- Developer: Sting
- Publisher: Square
- Director: Kazunari Yonemitsu
- Producer: Shinji Hashimoto
- Composers: Mitsuhito Tanaka Hitoshi Sakimoto Masaharu Iwata Toshiaki Sakoda Yoko Takada Tomoko Matsui Akiko Goto
- Platform: Super Famicom
- Release: JP: May 24, 1996;
- Genre: Tactical role-playing
- Mode: Single-player

= Treasure Hunter G =

1996 video game

 is a 1996 turn-based tactical role-playing game developed by Sting Entertainment and published by Square exclusively for the Super Famicom, and in Japan.

==Gameplay==
Treasure Hunter G is a strategy role playing game, with combat similar to the Shining Force series.

The game has two types of gameplay (adventuring and combat).
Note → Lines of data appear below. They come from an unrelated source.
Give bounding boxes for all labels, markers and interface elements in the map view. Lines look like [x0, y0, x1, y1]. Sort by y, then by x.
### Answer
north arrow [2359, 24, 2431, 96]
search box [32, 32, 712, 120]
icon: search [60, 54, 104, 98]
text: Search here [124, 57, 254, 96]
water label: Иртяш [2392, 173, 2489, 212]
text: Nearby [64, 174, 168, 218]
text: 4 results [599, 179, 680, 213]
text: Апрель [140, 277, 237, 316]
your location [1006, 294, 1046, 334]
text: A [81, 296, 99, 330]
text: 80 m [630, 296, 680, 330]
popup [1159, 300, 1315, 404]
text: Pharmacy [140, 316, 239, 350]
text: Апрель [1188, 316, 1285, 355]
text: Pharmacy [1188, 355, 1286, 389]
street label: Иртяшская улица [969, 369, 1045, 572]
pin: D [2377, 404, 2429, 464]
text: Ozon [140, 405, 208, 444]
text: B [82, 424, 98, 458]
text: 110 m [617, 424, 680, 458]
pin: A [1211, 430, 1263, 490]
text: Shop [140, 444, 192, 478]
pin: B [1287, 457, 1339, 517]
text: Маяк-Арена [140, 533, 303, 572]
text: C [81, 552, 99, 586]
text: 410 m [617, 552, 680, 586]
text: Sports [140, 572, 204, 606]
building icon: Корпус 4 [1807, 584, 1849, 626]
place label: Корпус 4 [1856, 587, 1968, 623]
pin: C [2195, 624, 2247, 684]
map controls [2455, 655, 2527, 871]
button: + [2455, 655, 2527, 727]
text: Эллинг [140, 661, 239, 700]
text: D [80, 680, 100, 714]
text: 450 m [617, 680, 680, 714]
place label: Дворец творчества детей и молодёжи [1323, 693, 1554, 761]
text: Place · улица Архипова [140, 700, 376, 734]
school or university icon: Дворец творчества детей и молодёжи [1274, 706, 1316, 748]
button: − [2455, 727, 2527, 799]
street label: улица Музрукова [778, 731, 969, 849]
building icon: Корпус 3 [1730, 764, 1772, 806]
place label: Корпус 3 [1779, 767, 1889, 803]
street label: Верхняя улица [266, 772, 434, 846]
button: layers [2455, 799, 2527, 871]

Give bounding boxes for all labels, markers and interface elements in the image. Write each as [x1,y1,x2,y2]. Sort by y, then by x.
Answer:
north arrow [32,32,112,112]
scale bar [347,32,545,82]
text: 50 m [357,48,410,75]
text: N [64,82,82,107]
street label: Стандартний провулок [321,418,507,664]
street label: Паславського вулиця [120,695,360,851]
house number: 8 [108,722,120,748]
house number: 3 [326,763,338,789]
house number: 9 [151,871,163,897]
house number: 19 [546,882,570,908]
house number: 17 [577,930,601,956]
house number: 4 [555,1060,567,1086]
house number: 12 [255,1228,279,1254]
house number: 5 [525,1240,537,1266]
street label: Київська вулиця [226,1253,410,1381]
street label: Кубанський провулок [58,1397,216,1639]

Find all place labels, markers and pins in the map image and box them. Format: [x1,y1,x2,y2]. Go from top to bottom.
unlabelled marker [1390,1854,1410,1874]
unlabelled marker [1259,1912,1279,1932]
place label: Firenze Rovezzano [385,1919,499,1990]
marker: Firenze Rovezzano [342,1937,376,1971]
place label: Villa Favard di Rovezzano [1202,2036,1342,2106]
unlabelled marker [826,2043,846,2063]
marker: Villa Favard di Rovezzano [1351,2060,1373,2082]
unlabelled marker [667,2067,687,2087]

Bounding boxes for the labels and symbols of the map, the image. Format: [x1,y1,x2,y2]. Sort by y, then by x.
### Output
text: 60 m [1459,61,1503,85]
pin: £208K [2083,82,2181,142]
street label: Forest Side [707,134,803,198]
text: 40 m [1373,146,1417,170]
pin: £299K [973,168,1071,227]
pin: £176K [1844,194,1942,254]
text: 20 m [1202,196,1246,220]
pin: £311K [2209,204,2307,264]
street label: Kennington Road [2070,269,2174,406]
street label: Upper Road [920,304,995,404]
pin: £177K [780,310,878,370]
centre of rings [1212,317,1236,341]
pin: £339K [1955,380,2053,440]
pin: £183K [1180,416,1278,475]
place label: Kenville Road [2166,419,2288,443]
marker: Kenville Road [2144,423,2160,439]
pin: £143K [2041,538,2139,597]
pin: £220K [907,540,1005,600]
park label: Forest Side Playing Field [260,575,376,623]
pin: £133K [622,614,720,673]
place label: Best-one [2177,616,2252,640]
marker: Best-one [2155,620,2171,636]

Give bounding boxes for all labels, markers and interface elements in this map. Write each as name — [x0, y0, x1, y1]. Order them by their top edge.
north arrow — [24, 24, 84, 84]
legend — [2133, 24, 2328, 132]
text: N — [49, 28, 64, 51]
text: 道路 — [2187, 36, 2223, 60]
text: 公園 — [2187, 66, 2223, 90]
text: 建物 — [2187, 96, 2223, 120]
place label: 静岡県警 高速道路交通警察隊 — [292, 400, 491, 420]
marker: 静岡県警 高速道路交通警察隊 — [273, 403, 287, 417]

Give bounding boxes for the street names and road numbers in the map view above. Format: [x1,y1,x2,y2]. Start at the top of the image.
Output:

Adventuring is done in a fashion similar to Squaresoft's Super Famicom games such as Chrono Trigger and Trials of Mana, with the group exploring various locations typical to the genre such as towns, forests, dungeons, castles and a few more fantastical locations. They make new allies and enemies and embark on a quest to stop the Dark Lord's plan of reviving Bone Dino and destroying the world. Combat takes place on a grid, with movement and fighting consuming varying amounts of Action Points. Other actions include using items, spells, special attacks and traps. Action Points increase during the game allowing for greater freedom in strategy.

==Plot==
There is a villain called the Dark King. He was sealed away until an unsuspecting treasure hunter releases him by attempting to get the "treasure". Now Red, Blue, Rain, and Ponga have to stop him.

==Development==
Hitoshi Sakimoto and Masaharu Iwata were two of the composers for the game.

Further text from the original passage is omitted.